[SUPPLIED MATERIAL]
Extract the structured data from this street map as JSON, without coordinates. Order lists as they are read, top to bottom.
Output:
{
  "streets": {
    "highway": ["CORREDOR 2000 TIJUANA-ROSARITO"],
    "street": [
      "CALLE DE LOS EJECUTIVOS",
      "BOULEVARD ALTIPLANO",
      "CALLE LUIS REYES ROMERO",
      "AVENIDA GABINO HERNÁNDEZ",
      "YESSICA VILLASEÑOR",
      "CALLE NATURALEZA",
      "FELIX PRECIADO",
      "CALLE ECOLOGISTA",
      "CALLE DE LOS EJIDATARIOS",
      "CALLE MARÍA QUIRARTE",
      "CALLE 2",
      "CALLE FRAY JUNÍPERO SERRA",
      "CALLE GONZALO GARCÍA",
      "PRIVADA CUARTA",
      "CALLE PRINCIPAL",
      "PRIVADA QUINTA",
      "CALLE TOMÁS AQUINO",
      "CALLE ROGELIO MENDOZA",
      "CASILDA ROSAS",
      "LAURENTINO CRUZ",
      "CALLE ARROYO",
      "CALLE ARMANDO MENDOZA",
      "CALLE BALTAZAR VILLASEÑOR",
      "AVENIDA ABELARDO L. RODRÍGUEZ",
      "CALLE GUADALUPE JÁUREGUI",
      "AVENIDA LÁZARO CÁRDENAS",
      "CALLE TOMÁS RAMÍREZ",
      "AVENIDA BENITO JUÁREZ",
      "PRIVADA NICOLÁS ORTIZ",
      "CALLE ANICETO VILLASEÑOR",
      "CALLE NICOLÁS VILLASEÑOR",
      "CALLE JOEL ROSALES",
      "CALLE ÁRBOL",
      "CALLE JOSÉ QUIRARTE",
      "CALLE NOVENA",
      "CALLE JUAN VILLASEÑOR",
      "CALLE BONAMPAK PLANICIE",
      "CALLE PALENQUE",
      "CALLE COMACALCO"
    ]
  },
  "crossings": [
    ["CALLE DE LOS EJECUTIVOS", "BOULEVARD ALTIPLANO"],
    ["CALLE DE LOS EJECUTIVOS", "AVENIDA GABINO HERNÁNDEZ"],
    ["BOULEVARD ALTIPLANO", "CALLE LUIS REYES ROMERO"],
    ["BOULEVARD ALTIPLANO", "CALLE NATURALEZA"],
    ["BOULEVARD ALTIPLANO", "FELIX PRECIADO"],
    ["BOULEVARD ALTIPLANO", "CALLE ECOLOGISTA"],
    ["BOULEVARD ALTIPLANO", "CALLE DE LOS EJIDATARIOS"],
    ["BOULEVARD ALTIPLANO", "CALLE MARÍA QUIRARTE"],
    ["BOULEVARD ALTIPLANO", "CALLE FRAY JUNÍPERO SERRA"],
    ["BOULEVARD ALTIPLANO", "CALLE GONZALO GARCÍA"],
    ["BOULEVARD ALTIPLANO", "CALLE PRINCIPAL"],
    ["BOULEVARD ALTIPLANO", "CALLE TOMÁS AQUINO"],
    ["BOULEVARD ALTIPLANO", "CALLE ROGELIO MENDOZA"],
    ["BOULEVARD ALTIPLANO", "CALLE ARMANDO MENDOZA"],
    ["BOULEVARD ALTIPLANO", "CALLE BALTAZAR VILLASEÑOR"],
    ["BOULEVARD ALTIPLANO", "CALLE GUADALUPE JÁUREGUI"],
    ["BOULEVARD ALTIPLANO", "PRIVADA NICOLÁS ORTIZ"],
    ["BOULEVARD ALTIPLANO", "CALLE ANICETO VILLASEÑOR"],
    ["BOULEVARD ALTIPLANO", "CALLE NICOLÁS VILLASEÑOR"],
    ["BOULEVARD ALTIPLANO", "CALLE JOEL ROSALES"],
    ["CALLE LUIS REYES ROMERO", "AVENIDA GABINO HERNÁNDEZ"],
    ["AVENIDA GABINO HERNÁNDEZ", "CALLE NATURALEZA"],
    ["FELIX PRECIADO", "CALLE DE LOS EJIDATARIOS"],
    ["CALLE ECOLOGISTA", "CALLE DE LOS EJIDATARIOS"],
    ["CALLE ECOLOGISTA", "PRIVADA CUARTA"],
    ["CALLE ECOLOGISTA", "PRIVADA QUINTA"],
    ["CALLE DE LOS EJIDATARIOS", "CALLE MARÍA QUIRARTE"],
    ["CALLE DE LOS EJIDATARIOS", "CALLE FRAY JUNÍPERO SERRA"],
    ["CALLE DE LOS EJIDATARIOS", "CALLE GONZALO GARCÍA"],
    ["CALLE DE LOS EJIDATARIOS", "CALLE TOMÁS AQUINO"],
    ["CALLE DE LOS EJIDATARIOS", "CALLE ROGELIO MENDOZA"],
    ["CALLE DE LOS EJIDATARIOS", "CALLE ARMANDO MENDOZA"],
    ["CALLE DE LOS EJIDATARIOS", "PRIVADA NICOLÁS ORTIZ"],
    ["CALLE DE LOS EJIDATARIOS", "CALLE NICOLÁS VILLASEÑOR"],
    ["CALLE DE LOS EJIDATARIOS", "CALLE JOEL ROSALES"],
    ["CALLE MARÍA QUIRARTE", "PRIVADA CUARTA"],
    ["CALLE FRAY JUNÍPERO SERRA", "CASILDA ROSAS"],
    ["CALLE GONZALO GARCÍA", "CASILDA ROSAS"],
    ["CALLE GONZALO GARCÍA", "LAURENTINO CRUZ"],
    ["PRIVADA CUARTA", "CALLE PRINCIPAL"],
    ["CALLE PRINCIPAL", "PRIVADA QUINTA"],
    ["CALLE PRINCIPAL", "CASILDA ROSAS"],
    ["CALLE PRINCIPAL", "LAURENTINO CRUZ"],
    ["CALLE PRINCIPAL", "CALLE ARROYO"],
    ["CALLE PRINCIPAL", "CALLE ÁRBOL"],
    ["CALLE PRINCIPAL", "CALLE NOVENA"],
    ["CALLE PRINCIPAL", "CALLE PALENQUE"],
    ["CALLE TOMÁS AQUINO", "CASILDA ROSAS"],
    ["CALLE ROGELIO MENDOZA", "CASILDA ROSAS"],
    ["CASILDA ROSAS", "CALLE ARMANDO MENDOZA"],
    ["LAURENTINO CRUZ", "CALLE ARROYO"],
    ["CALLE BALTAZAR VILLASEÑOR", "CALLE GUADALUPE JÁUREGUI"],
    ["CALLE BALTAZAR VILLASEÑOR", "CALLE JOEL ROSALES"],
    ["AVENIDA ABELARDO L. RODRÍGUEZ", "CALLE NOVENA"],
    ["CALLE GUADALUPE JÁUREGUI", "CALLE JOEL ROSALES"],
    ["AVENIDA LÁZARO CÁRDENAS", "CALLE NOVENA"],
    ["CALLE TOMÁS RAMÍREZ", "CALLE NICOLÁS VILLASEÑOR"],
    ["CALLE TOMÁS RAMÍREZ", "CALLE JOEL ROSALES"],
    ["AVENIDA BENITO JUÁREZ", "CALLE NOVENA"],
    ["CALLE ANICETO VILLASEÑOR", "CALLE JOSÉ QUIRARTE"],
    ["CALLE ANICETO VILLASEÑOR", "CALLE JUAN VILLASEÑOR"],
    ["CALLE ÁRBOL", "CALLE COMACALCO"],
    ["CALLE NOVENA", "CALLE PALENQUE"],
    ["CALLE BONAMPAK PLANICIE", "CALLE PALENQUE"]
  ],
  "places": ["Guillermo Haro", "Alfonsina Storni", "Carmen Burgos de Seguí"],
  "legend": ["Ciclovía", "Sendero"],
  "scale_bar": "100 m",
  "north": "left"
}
[/SUPPLIED MATERIAL]
### WHAT THE TASK ASKS
Pull out each record as written and restate it exactly.

### RESPONSE AREA
Extract the structured data from this street map as JSON, without coordinates. Order lists as they are read, top to bottom.
Output:
{
  "streets": {
    "highway": ["CORREDOR 2000 TIJUANA-ROSARITO"],
    "street": [
      "CALLE DE LOS EJECUTIVOS",
      "BOULEVARD ALTIPLANO",
      "CALLE LUIS REYES ROMERO",
      "AVENIDA GABINO HERNÁNDEZ",
      "YESSICA VILLASEÑOR",
      "CALLE NATURALEZA",
      "FELIX PRECIADO",
      "CALLE ECOLOGISTA",
      "CALLE DE LOS EJIDATARIOS",
      "CALLE MARÍA QUIRARTE",
      "CALLE 2",
      "CALLE FRAY JUNÍPERO SERRA",
      "CALLE GONZALO GARCÍA",
      "PRIVADA CUARTA",
      "CALLE PRINCIPAL",
      "PRIVADA QUINTA",
      "CALLE TOMÁS AQUINO",
      "CALLE ROGELIO MENDOZA",
      "CASILDA ROSAS",
      "LAURENTINO CRUZ",
      "CALLE ARROYO",
      "CALLE ARMANDO MENDOZA",
      "CALLE BALTAZAR VILLASEÑOR",
      "AVENIDA ABELARDO L. RODRÍGUEZ",
      "CALLE GUADALUPE JÁUREGUI",
      "AVENIDA LÁZARO CÁRDENAS",
      "CALLE TOMÁS RAMÍREZ",
      "AVENIDA BENITO JUÁREZ",
      "PRIVADA NICOLÁS ORTIZ",
      "CALLE ANICETO VILLASEÑOR",
      "CALLE NICOLÁS VILLASEÑOR",
      "CALLE JOEL ROSALES",
      "CALLE ÁRBOL",
      "CALLE JOSÉ QUIRARTE",
      "CALLE NOVENA",
      "CALLE JUAN VILLASEÑOR",
      "CALLE BONAMPAK PLANICIE",
      "CALLE PALENQUE",
      "CALLE COMACALCO"
    ]
  },
  "crossings": [
    ["CALLE DE LOS EJECUTIVOS", "BOULEVARD ALTIPLANO"],
    ["CALLE DE LOS EJECUTIVOS", "AVENIDA GABINO HERNÁNDEZ"],
    ["BOULEVARD ALTIPLANO", "CALLE LUIS REYES ROMERO"],
    ["BOULEVARD ALTIPLANO", "CALLE NATURALEZA"],
    ["BOULEVARD ALTIPLANO", "FELIX PRECIADO"],
    ["BOULEVARD ALTIPLANO", "CALLE ECOLOGISTA"],
    ["BOULEVARD ALTIPLANO", "CALLE DE LOS EJIDATARIOS"],
    ["BOULEVARD ALTIPLANO", "CALLE MARÍA QUIRARTE"],
    ["BOULEVARD ALTIPLANO", "CALLE FRAY JUNÍPERO SERRA"],
    ["BOULEVARD ALTIPLANO", "CALLE GONZALO GARCÍA"],
    ["BOULEVARD ALTIPLANO", "CALLE PRINCIPAL"],
    ["BOULEVARD ALTIPLANO", "CALLE TOMÁS AQUINO"],
    ["BOULEVARD ALTIPLANO", "CALLE ROGELIO MENDOZA"],
    ["BOULEVARD ALTIPLANO", "CALLE ARMANDO MENDOZA"],
    ["BOULEVARD ALTIPLANO", "CALLE BALTAZAR VILLASEÑOR"],
    ["BOULEVARD ALTIPLANO", "CALLE GUADALUPE JÁUREGUI"],
    ["BOULEVARD ALTIPLANO", "PRIVADA NICOLÁS ORTIZ"],
    ["BOULEVARD ALTIPLANO", "CALLE ANICETO VILLASEÑOR"],
    ["BOULEVARD ALTIPLANO", "CALLE NICOLÁS VILLASEÑOR"],
    ["BOULEVARD ALTIPLANO", "CALLE JOEL ROSALES"],
    ["CALLE LUIS REYES ROMERO", "AVENIDA GABINO HERNÁNDEZ"],
    ["AVENIDA GABINO HERNÁNDEZ", "CALLE NATURALEZA"],
    ["FELIX PRECIADO", "CALLE DE LOS EJIDATARIOS"],
    ["CALLE ECOLOGISTA", "CALLE DE LOS EJIDATARIOS"],
    ["CALLE ECOLOGISTA", "PRIVADA CUARTA"],
    ["CALLE ECOLOGISTA", "PRIVADA QUINTA"],
    ["CALLE DE LOS EJIDATARIOS", "CALLE MARÍA QUIRARTE"],
    ["CALLE DE LOS EJIDATARIOS", "CALLE FRAY JUNÍPERO SERRA"],
    ["CALLE DE LOS EJIDATARIOS", "CALLE GONZALO GARCÍA"],
    ["CALLE DE LOS EJIDATARIOS", "CALLE TOMÁS AQUINO"],
    ["CALLE DE LOS EJIDATARIOS", "CALLE ROGELIO MENDOZA"],
    ["CALLE DE LOS EJIDATARIOS", "CALLE ARMANDO MENDOZA"],
    ["CALLE DE LOS EJIDATARIOS", "PRIVADA NICOLÁS ORTIZ"],
    ["CALLE DE LOS EJIDATARIOS", "CALLE NICOLÁS VILLASEÑOR"],
    ["CALLE DE LOS EJIDATARIOS", "CALLE JOEL ROSALES"],
    ["CALLE MARÍA QUIRARTE", "PRIVADA CUARTA"],
    ["CALLE FRAY JUNÍPERO SERRA", "CASILDA ROSAS"],
    ["CALLE GONZALO GARCÍA", "CASILDA ROSAS"],
    ["CALLE GONZALO GARCÍA", "LAURENTINO CRUZ"],
    ["PRIVADA CUARTA", "CALLE PRINCIPAL"],
    ["CALLE PRINCIPAL", "PRIVADA QUINTA"],
    ["CALLE PRINCIPAL", "CASILDA ROSAS"],
    ["CALLE PRINCIPAL", "LAURENTINO CRUZ"],
    ["CALLE PRINCIPAL", "CALLE ARROYO"],
    ["CALLE PRINCIPAL", "CALLE ÁRBOL"],
    ["CALLE PRINCIPAL", "CALLE NOVENA"],
    ["CALLE PRINCIPAL", "CALLE PALENQUE"],
    ["CALLE TOMÁS AQUINO", "CASILDA ROSAS"],
    ["CALLE ROGELIO MENDOZA", "CASILDA ROSAS"],
    ["CASILDA ROSAS", "CALLE ARMANDO MENDOZA"],
    ["LAURENTINO CRUZ", "CALLE ARROYO"],
    ["CALLE BALTAZAR VILLASEÑOR", "CALLE GUADALUPE JÁUREGUI"],
    ["CALLE BALTAZAR VILLASEÑOR", "CALLE JOEL ROSALES"],
    ["AVENIDA ABELARDO L. RODRÍGUEZ", "CALLE NOVENA"],
    ["CALLE GUADALUPE JÁUREGUI", "CALLE JOEL ROSALES"],
    ["AVENIDA LÁZARO CÁRDENAS", "CALLE NOVENA"],
    ["CALLE TOMÁS RAMÍREZ", "CALLE NICOLÁS VILLASEÑOR"],
    ["CALLE TOMÁS RAMÍREZ", "CALLE JOEL ROSALES"],
    ["AVENIDA BENITO JUÁREZ", "CALLE NOVENA"],
    ["CALLE ANICETO VILLASEÑOR", "CALLE JOSÉ QUIRARTE"],
    ["CALLE ANICETO VILLASEÑOR", "CALLE JUAN VILLASEÑOR"],
    ["CALLE ÁRBOL", "CALLE COMACALCO"],
    ["CALLE NOVENA", "CALLE PALENQUE"],
    ["CALLE BONAMPAK PLANICIE", "CALLE PALENQUE"]
  ],
  "places": ["Guillermo Haro", "Alfonsina Storni", "Carmen Burgos de Seguí"],
  "legend": ["Ciclovía", "Sendero"],
  "scale_bar": "100 m",
  "north": "left"
}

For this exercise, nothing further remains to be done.